§ THE PROBLEM:
Locate the word "Keep" in the entries below, then gather every line that holds it.

--- EXTRACTED RECORDS Enclosed Below ---

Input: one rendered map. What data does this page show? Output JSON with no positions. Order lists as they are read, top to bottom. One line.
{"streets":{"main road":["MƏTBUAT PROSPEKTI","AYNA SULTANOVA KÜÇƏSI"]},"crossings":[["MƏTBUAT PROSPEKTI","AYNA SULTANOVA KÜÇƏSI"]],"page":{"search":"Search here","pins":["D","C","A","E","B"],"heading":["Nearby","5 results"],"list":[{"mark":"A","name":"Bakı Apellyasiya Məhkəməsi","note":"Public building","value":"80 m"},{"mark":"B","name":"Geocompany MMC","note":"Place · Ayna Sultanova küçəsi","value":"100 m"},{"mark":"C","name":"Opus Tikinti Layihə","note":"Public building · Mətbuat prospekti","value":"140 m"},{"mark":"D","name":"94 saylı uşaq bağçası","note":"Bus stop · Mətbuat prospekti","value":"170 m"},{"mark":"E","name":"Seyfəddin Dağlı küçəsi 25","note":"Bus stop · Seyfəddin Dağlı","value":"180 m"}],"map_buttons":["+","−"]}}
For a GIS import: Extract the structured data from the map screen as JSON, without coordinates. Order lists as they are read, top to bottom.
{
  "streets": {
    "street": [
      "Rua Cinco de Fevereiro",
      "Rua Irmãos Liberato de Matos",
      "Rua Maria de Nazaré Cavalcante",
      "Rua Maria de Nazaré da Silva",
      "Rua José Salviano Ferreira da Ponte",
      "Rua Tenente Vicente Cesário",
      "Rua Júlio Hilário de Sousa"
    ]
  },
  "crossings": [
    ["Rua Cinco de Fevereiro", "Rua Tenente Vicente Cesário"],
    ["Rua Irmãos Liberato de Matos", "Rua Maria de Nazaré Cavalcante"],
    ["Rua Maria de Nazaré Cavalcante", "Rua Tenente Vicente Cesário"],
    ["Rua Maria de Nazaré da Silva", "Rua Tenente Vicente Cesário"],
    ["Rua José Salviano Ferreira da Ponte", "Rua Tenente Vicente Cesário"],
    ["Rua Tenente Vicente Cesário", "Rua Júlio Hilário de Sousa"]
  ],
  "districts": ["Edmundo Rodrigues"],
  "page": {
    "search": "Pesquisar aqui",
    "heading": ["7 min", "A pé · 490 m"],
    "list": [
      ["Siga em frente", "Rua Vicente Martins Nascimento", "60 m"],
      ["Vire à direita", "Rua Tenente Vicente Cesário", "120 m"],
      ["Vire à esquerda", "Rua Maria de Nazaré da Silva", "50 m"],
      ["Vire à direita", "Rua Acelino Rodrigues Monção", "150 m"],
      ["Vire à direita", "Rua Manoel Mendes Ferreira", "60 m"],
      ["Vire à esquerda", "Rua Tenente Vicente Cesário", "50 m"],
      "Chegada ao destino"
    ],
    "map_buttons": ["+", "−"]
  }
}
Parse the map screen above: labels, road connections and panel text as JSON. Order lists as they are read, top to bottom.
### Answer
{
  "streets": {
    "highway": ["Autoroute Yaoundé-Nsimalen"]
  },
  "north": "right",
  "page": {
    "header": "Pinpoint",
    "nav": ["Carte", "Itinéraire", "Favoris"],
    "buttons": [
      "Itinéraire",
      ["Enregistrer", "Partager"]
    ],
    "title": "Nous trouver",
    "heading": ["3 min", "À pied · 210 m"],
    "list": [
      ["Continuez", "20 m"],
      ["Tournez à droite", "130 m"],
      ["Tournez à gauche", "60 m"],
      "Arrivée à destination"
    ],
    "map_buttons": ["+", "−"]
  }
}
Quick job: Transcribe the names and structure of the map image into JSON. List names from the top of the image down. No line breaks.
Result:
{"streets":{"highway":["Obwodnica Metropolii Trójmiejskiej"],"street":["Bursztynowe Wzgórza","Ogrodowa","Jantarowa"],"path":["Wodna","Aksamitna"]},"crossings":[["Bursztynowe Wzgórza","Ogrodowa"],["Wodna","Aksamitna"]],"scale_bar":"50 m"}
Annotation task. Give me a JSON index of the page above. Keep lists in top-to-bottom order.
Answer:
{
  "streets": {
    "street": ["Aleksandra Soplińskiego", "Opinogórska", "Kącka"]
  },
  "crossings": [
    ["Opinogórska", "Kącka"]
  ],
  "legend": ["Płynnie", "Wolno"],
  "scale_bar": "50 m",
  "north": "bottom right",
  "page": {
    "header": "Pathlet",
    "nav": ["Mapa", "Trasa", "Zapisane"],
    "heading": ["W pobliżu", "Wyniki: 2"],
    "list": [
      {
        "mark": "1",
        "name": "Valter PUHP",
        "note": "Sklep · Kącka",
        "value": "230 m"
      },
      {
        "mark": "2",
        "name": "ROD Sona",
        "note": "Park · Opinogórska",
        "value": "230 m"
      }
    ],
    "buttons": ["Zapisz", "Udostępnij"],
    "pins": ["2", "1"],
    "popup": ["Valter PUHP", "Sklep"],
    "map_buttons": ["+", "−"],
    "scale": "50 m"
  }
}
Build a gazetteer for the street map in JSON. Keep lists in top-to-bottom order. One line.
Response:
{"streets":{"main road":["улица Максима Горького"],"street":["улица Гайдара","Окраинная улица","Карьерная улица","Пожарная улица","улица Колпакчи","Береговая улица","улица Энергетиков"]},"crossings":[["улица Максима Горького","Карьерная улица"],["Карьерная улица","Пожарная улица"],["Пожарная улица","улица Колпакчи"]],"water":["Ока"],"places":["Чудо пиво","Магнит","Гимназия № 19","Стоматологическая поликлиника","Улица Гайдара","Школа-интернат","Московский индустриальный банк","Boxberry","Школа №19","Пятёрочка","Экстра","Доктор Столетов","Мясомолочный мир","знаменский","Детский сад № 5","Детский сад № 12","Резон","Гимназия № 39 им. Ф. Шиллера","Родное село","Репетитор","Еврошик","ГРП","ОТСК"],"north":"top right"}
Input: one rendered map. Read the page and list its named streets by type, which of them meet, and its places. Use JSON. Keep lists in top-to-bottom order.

--- End of Enclosed EXTRACTED RECORDS ---

§ RESPONSE AREA:
Annotation task. Give me a JSON index of the page above. Keep lists in top-to-bottom order.
Build a gazetteer for the street map in JSON. Keep lists in top-to-bottom order. One line.
Input: one rendered map. Read the page and list its named streets by type, which of them meet, and its places. Use JSON. Keep lists in top-to-bottom order.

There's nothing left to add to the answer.